The aim of this study was to evaluate the therapeutic effects of vitamin K2 (VK2) on castration-resistant prostate cancer (CRPC) and its anti-cancer mechanisms in a pre-clinical study using a VCaP cell line (ATCC® CRL-2876™) which was established from a vertebral bone metastasis from a patient with hormone refractory prostate cancer. Our data showed that VK2 significantly inhibited CRPC VCaP cell proliferation in a dose-dependent manner at 48 h treatment in vitro. In addition, VK2 reduced the migration potential of VCaP cells and inhibited anchorage-independent growth of these cells. Our results also showed that VK2 induces apoptosis in VCaP cells. Furthermore, VK2 enforced growth arrest in VCaP cells by activating cellular senescence.

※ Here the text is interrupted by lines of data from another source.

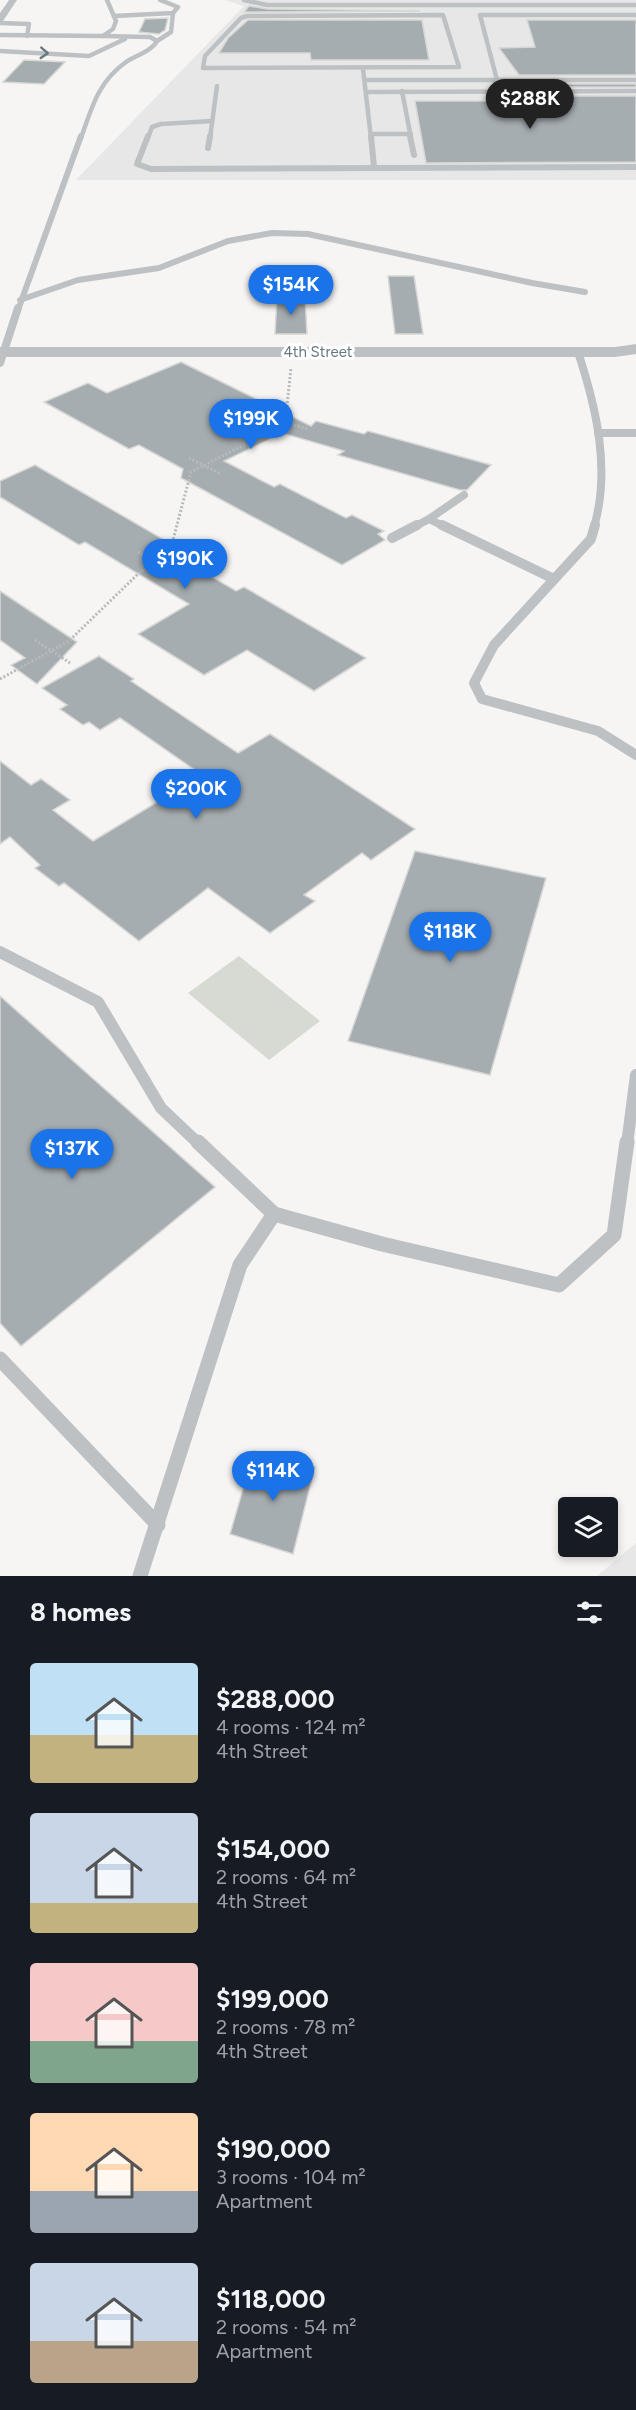 <!DOCTYPE html>
<html lang="en">
<head>
<meta charset="utf-8">
<style>
  :root { --surface:#171b24; --page:#20242c; --text:#f1f3f6; --muted:#9ea1a6; --accent:#1a73e8 }
  body { margin:0; font-family:Figtree,sans-serif; background:var(--page); color:var(--text); height:100vh; display:flex; flex-direction:column; font-size:22px; white-space:nowrap }
  * { box-sizing:border-box; margin:0 }
  p { font-size:20px; color:var(--muted) }
  .icon { flex:none; width:33px; height:33px; fill:none; stroke:currentColor; stroke-width:2; stroke-linecap:round; stroke-linejoin:round }
  .map { position:relative; height:1576px; overflow:hidden }
  .drawer { display:flex; flex-direction:column; background:var(--surface); flex:1 }
  .drawer>* { flex:none }
  .buttons { position:absolute; left:558px; top:1497px; display:grid; gap:12px }
  .buttons a { display:grid; place-items:center; width:60px; height:60px; border-radius:6px; background:var(--surface); box-shadow:0 3px 9px #0003; font-size:30px }
  .price { position:absolute; translate:-50% -51px; padding:0 14px; border-radius:21px; background:var(--accent); color:#fff; font-size:20px; line-height:39px; filter:drop-shadow(0 2px 3px #0008) }
  .price::after { content:''; position:absolute; left:50%; top:36px; width:18px; height:14px; margin-left:-9px; background:inherit; clip-path:polygon(0 0,100% 0,50% 100%) }
  .price.selected { background:#222; color:#fff }
  ul { padding:0; list-style:none }
  li { display:flex; align-items:center; gap:18px; height:150px; padding:0 30px }
  li span { display:grid; place-items:center; flex:none; width:168px; height:120px; border-radius:6px; color:#555 }
  li>.icon { margin-inline-start:auto }
  span .icon { width:72px; height:72px; fill:#fffc; stroke-width:1 }
  li b { font-size:26px }
  h2 { display:flex; justify-content:space-between; align-items:center; height:72px; padding:0 30px; font-size:26px }
  .map>svg:first-child { display:block }
</style>
</head>
<body>
<div class="map">
<svg width="636" height="1576" viewBox="0 0 636 1576">
  <rect width="100%" height="100%" fill="#f6f5f3"/>
  <g fill="#e6e7e6">
    <path d="M225,0H636V180H76L244,6Z"/>
    <path d="M636,1543V1576H597Z"/>
  </g>
  <path fill="#d6dad2" d="M239,956L320,1021L269,1060L188,993Z"/>
  <g fill="#a5adb1" stroke="#d7d7d5" stroke-width="1.5">
    <path d="M249,6L267,9L420,11L244,12Z"/>
    <path d="M168,18L165,30L159,34L139,32L145,19Z"/>
    <path d="M248,20H422L429,60H311L310,53H219L228,38Z"/>
    <path d="M527,20H636V75H519L499,48L535,47Z"/>
    <path d="M24,60L65,62L44,84L3,82Z"/>
    <path d="M526,84H636V87H528Z"/>
    <path d="M534,96H636V162L426,163L415,101H538Z"/>
    <path d="M388,276H414L423,334H395Z"/>
    <path d="M277,297H305L307,334H275Z"/>
    <path d="M181,362L311,426L316,421L364,434L368,431L491,465L467,490H460L338,455L344,451L282,433L224,461L274,487L280,484L346,518L352,515L384,531L378,534L385,540L342,565L181,478L183,469L139,445L129,449L44,402L88,383L107,393Z"/>
    <path d="M35,465L180,549L178,557L236,591L244,587L366,658L314,691L247,650L204,675L138,634L189,604L85,542L79,545L0,497V481Z"/>
    <path d="M0,591L77,642L37,684L11,665L25,658L0,640Z"/>
    <path d="M99,656L134,679L131,681L238,753L270,734L415,829L371,860L362,853L304,895L315,901L270,933L208,888L139,941L64,883L59,886L35,868L40,865L10,837L0,844V761L31,785L41,779L70,800L53,810L93,841L202,775L120,718L100,730L89,722L83,725L60,709L67,705L42,688Z"/>
    <path d="M415,851L546,878L490,1075L348,1041Z"/>
    <path d="M0,996L215,1187L21,1346L0,1323Z"/>
    <path d="M254,1451L315,1467L293,1554L230,1534Z"/>
  </g>
  <g fill="none" stroke-linecap="round" stroke-linejoin="round">
    <g stroke="#b7babc" stroke-width="3" stroke-dasharray="2 2" stroke-linecap="butt">
      <path d="M275,419L307,429"/>
      <path d="M189,458L221,474"/>
      <path d="M138,552L173,574"/>
      <path d="M35,640L70,663"/>
      <path d="M0,679L69,641L141,571L169,555L191,472L285,424L291,368"/>
    </g>
    <g stroke="#bdc1c4" stroke-width="4.5">
      <path d="M244,0L267,5H636"/>
      <path d="M443,15L459,67L203,68L205,56L241,18L247,16Z"/>
      <path d="M114,16L173,13L178,7L160,0"/>
      <path d="M0,23L29,24L27,36"/>
      <path d="M0,35L103,36L113,29L116,21L107,0"/>
      <path d="M157,41L171,32L173,13"/>
      <path d="M0,51L89,56L125,39"/>
      <path d="M363,69L371,138"/>
      <path d="M365,80H636"/>
      <path d="M497,80L480,15H636"/>
      <path d="M402,91L411,138"/>
      <path d="M367,92L636,91"/>
      <path d="M372,134H411"/>
      <path d="M81,138C92,107 98,82 126,62C136,55 151,52 157,41L150,37L103,36"/>
      <path d="M148,138L152,127L161,124L212,121"/>
      <path d="M210,138L217,86"/>
    </g>
    <g stroke="#bdc1c4" stroke-width="6">
      <path d="M148,136L137,164L151,169L636,167"/>
      <path d="M371,136L374,167"/>
      <path d="M410,136L414,155"/>
      <path d="M208,148L210,136"/>
      <path d="M20,300L78,280L159,268L228,241L272,233L308,234L532,283L585,292"/>
      <path d="M18,310L81,136"/>
    </g>
    <g stroke="#bdc1c4" stroke-width="8">
      <path d="M578,352C596,407 611,469 594,527"/>
      <path d="M0,363L18,308"/>
      <path d="M598,433H636"/>
      <path d="M429,519L464,495"/>
      <path d="M414,527L429,519L445,527"/>
    </g>
    <g stroke="#bdc1c4" stroke-width="10">
      <path d="M442,525L554,579"/>
      <path d="M595,525L591,539L494,645L474,683L482,699L598,731L636,755"/>
      <path d="M392,538L417,525"/>
    </g>
    <g stroke="#bdc1c4" stroke-width="12">
      <path d="M0,952L98,1002L161,1108L199,1144"/>
      <path d="M627,1144L636,1075"/>
    </g>
    <g stroke="#bdc1c4" stroke-width="15">
      <path d="M198,1142L274,1214"/>
      <path d="M0,1359L158,1525"/>
      <path d="M140,1576L240,1265L274,1214L382,1244L559,1285L614,1235L627,1142"/>
    </g>
    <path fill="#bdc1c4" fill-rule="evenodd" d="M9,0H17L3,21L0,22V13Z"/>
    <path fill="#bdc1c4" fill-rule="evenodd" d="M636,344V354L615,357H0V347H615Z"/>
  </g>
  <defs><path id="oneway-chevron" d="M-2-3.5L2.5 0L-2 3.5" fill="none" stroke-width="1.6" stroke-linecap="round" stroke-linejoin="round" transform="scale(1.5)"/></defs>
  <use stroke="#677881" href="#oneway-chevron" transform="translate(44 53) rotate(3)"/>
  <g text-anchor="middle" stroke-width="6" stroke-linejoin="round" paint-order="stroke">
    <g font-size="15" fill="#677881" stroke="#fff">
      <text x="318" y="357">4th Street</text>
    </g>
  </g>
</svg>
<div class="buttons">
<a><svg class="icon" aria-label="layers" viewBox="0 0 24 24"><path d="M12 4l9 5-9 5-9-5zM3 14l9 5 9-5"/></svg></a>
</div>
<b class="price selected" style="left:530px;top:130px">$288K</b>
<b class="price" style="left:291px;top:316px">$154K</b>
<b class="price" style="left:251px;top:450px">$199K</b>
<b class="price" style="left:185px;top:590px">$190K</b>
<b class="price" style="left:196px;top:820px">$200K</b>
<b class="price" style="left:450px;top:963px">$118K</b>
<b class="price" style="left:72px;top:1180px">$137K</b>
<b class="price" style="left:273px;top:1502px">$114K</b>
</div>
<section class="drawer">
<h2>8 homes<svg class="icon" aria-label="filters" viewBox="0 0 24 24"><path d="M4 7h16M4 17h16"/><circle cx="9" cy="7" r="2"/><circle cx="15" cy="17" r="2"/></svg></h2>
<ul>
<li><span style="background:linear-gradient(#bfe0f5 60%,#c2b280 0)"><svg class="icon" aria-label="home" viewBox="0 0 24 24"><path d="M3 11l9-7 9 7M6 9v11h12V9"/></svg></span><div><b>$288,000</b><p>4 rooms · 124 m²</p><p>4th Street</p></div></li>
<li><span style="background:linear-gradient(#c9d6e8 75%,#c2b280 0)"><svg class="icon" aria-label="home" viewBox="0 0 24 24"><path d="M3 11l9-7 9 7M6 9v11h12V9"/></svg></span><div><b>$154,000</b><p>2 rooms · 64 m²</p><p>4th Street</p></div></li>
<li><span style="background:linear-gradient(#f6c9c9 65%,#7fa58c 0)"><svg class="icon" aria-label="home" viewBox="0 0 24 24"><path d="M3 11l9-7 9 7M6 9v11h12V9"/></svg></span><div><b>$199,000</b><p>2 rooms · 78 m²</p><p>4th Street</p></div></li>
<li><span style="background:linear-gradient(#ffd9b3 65%,#9aa5b1 0)"><svg class="icon" aria-label="home" viewBox="0 0 24 24"><path d="M3 11l9-7 9 7M6 9v11h12V9"/></svg></span><div><b>$190,000</b><p>3 rooms · 104 m²</p><p>Apartment</p></div></li>
<li><span style="background:linear-gradient(#c9d6e8 65%,#b9a48a 0)"><svg class="icon" aria-label="home" viewBox="0 0 24 24"><path d="M3 11l9-7 9 7M6 9v11h12V9"/></svg></span><div><b>$118,000</b><p>2 rooms · 54 m²</p><p>Apartment</p></div></li>
</ul>
</section>
</body>
</html>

Notably, VK2 treatment elevated the levels of reactive oxygen species in VCaP cells. Western blot analysis revealed that VK2 downregulated the expression of androgen receptor, BiP, survivin, while activating caspase-3 and -7, PARP-1 cleavage, p21 and DNA damage response marker, phospho-H2AX in VCaP cells. In conclusion, our study suggests that VK2 might be a potential anti-cancer agent for CRPC by specifically targeting key anti-apoptotic, cell cycle progression and metastasis-promoting signaling molecules. VK2 induced cell death in prostate cancer (VCaP) cells. [Display omitted] •Vitamin K2 (VK2) inhibits the tumorigenic potential of castration-resistant prostate cancer (CRPC) cells.•VK2 reduces the anchorage-independent and 3D spheroid growth of CRPC VCaP cells.•VK2 induces senescence and apoptosis through ROS activation in VCaP.•VK2 down regulates androgen receptor, Oct3/4 (stem cell marker) and key anti-apoptotic genes to target CRPC.•VK2 is a potential anti-cancer agent for CRPC treatment.